- **TASK ITEM**
Scan each line of the entries below for the word "linecap" and count the ones where it appears. The answer is that number alone.

- **Recorded data**
━━━━━━━━━━━━━━━━━━━━━━━━━━━━━━

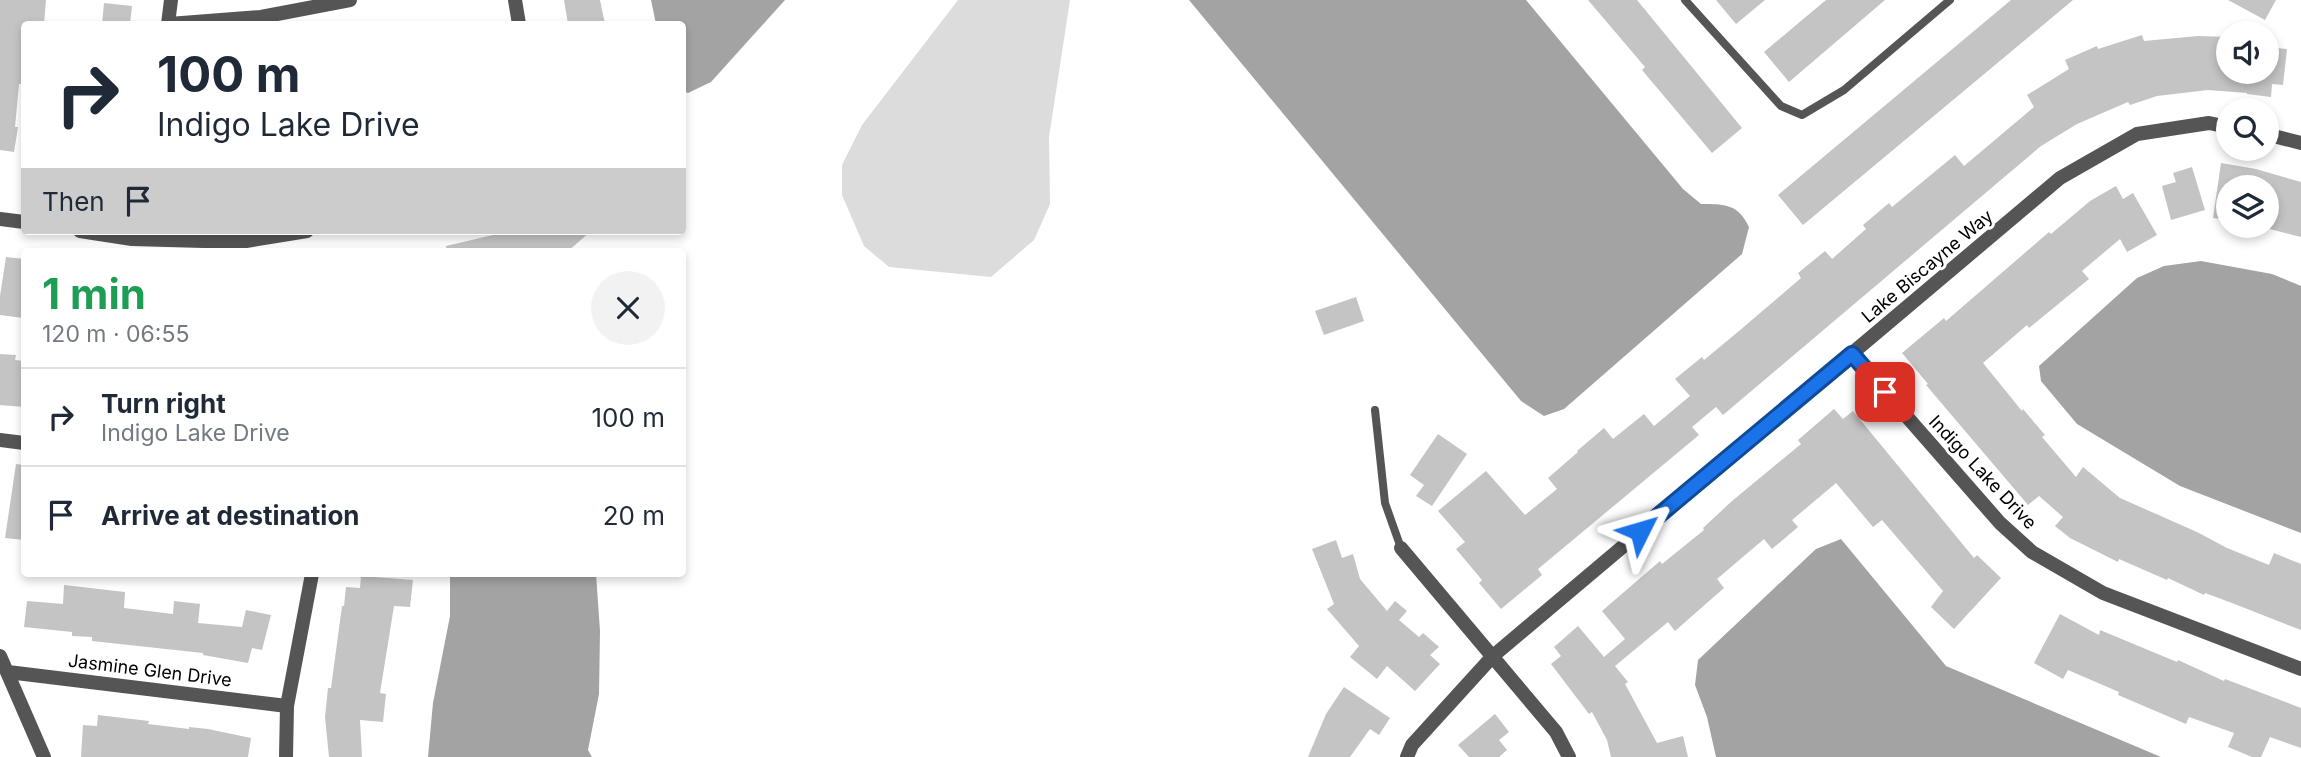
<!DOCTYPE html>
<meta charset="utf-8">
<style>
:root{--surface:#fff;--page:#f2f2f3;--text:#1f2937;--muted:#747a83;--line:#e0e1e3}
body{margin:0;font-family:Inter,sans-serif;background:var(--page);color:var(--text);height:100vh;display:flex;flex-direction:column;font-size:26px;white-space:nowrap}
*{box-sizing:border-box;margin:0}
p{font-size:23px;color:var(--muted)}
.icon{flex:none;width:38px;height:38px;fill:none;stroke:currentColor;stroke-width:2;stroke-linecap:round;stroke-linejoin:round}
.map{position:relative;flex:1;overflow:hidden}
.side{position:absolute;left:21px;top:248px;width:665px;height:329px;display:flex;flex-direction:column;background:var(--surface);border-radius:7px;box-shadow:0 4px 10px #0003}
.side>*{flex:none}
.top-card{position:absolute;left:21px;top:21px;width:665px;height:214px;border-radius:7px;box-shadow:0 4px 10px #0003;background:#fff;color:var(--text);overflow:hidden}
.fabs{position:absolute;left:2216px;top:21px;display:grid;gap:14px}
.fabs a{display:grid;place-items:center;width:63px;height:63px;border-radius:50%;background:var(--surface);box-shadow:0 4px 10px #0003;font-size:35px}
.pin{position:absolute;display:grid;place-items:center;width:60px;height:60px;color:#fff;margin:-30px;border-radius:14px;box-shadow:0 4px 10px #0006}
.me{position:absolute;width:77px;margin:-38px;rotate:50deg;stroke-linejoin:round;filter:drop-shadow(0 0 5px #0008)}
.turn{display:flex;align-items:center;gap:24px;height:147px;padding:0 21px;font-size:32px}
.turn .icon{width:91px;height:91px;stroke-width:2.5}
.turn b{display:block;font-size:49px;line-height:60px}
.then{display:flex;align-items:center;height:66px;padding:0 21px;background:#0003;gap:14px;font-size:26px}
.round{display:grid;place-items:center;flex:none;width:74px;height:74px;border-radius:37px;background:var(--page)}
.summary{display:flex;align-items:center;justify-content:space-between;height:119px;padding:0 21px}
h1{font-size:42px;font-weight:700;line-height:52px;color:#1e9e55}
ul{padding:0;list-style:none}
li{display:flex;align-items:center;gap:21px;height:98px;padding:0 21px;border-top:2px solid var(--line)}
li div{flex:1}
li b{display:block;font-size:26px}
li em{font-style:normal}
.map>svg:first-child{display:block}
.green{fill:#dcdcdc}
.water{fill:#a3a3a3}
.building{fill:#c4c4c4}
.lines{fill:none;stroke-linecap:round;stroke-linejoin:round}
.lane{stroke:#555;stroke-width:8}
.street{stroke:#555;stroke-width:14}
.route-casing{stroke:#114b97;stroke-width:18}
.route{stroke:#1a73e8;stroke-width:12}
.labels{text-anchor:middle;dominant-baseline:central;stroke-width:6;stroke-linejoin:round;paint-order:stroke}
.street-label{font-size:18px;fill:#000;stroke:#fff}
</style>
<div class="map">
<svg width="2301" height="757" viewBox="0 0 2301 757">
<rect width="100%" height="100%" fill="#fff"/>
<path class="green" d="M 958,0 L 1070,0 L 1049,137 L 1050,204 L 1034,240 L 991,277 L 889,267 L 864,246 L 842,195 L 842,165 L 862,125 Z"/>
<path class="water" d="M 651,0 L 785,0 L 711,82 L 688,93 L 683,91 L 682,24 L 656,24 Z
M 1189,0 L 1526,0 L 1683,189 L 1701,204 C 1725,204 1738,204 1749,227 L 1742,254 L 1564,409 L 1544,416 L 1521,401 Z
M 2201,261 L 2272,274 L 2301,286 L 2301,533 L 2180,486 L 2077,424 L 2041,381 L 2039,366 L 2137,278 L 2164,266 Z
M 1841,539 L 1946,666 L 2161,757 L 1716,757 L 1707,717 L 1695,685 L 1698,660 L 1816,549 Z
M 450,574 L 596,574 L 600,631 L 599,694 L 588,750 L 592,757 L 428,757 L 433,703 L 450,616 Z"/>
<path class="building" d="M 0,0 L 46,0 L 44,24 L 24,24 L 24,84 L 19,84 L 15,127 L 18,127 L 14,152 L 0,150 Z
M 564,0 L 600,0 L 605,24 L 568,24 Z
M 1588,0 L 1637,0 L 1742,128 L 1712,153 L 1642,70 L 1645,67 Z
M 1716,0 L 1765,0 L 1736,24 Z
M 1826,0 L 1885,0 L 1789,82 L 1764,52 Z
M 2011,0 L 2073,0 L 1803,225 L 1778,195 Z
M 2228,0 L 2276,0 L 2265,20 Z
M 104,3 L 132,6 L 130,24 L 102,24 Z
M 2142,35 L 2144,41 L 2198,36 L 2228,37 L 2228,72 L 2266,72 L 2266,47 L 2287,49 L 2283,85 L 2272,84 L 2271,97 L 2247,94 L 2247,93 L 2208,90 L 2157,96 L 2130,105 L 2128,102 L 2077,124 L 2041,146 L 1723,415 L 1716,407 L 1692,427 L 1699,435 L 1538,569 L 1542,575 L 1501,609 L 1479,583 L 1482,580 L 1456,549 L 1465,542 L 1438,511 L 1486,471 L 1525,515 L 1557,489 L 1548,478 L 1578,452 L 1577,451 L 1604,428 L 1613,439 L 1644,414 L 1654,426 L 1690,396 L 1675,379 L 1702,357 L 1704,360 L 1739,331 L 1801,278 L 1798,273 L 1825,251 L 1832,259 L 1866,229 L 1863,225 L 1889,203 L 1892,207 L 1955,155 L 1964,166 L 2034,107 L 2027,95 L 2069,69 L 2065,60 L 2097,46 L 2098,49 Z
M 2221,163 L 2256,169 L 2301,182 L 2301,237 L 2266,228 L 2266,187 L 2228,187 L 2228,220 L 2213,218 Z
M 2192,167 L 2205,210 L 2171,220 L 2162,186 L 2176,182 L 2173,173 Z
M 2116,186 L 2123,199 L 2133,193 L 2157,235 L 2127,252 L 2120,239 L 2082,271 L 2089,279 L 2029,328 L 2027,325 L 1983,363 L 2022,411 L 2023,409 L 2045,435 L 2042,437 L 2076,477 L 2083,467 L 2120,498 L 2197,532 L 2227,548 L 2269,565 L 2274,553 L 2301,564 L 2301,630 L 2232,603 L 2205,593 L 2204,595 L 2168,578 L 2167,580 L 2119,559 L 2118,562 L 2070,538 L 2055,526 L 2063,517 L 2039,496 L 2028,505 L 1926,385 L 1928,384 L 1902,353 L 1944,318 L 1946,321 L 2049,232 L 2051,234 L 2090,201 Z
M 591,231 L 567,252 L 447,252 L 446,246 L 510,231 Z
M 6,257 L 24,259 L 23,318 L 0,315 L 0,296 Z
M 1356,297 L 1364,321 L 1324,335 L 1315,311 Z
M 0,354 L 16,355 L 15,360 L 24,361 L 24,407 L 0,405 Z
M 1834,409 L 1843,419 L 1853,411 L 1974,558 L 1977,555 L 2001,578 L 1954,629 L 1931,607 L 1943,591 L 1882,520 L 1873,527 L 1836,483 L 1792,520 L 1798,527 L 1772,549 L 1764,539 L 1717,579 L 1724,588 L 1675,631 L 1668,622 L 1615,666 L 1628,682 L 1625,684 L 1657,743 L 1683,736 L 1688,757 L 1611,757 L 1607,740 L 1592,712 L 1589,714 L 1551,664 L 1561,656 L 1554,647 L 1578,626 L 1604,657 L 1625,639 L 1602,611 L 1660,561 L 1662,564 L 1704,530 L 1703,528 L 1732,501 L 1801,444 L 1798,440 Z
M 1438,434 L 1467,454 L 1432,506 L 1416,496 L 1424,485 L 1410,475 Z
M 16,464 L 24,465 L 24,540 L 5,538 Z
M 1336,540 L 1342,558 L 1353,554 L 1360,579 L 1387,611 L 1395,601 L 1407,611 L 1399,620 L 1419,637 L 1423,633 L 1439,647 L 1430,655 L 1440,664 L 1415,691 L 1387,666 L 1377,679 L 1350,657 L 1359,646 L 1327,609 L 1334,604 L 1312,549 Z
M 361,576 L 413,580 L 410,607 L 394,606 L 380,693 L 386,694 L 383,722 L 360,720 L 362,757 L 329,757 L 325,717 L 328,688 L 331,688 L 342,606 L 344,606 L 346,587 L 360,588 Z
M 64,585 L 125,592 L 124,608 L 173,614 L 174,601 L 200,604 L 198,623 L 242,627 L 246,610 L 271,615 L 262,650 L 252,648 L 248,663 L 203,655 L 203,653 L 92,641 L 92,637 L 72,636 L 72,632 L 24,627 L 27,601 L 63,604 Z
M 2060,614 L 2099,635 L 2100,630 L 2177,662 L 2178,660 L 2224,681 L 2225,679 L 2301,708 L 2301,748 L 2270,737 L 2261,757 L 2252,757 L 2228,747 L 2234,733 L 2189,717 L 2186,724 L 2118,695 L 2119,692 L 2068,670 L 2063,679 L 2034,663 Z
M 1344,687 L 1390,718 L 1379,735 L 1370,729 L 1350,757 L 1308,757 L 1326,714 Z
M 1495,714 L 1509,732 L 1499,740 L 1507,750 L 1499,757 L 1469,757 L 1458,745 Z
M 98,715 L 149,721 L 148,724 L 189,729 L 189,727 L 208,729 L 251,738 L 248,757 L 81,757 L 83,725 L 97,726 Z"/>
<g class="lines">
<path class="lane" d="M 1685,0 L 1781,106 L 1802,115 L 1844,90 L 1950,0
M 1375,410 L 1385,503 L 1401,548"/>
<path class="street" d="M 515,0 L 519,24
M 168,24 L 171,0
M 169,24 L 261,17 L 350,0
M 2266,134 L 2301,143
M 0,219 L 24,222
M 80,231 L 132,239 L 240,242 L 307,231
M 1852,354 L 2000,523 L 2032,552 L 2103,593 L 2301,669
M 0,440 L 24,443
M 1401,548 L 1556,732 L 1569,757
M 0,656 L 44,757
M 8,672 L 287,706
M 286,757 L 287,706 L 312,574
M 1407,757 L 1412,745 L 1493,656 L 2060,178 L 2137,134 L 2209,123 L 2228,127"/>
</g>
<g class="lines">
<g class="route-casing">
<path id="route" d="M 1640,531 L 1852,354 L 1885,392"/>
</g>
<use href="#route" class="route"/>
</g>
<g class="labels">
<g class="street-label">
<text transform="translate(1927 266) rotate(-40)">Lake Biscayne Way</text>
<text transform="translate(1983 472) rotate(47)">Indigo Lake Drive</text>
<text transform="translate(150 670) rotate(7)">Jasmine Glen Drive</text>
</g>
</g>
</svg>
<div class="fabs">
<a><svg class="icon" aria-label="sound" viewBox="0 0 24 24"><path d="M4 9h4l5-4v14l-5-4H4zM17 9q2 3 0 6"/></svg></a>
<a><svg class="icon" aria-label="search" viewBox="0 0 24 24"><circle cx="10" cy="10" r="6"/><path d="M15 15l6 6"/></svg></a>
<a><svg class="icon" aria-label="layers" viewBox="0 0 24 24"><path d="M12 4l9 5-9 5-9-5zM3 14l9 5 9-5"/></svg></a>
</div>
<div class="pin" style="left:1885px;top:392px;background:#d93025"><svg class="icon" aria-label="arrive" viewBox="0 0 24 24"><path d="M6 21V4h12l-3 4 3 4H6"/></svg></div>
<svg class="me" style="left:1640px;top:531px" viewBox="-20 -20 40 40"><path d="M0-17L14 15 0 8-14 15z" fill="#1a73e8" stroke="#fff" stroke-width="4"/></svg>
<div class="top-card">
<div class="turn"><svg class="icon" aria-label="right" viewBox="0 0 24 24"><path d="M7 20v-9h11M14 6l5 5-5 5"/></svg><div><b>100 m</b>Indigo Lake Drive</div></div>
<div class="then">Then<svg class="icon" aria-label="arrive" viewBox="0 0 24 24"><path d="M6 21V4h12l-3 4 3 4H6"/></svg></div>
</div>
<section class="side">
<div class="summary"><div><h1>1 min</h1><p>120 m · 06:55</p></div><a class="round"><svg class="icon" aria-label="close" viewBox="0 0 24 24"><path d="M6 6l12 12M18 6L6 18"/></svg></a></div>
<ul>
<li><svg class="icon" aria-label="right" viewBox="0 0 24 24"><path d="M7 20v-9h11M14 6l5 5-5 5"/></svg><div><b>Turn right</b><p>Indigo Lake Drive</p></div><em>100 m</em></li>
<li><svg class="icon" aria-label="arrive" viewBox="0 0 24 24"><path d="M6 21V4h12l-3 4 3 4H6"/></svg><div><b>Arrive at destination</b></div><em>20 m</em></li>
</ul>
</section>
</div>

━━━━━━━━━━━━━━━━━━━━━━━━━━━━━━

- **SOLVED EXERCISE**
2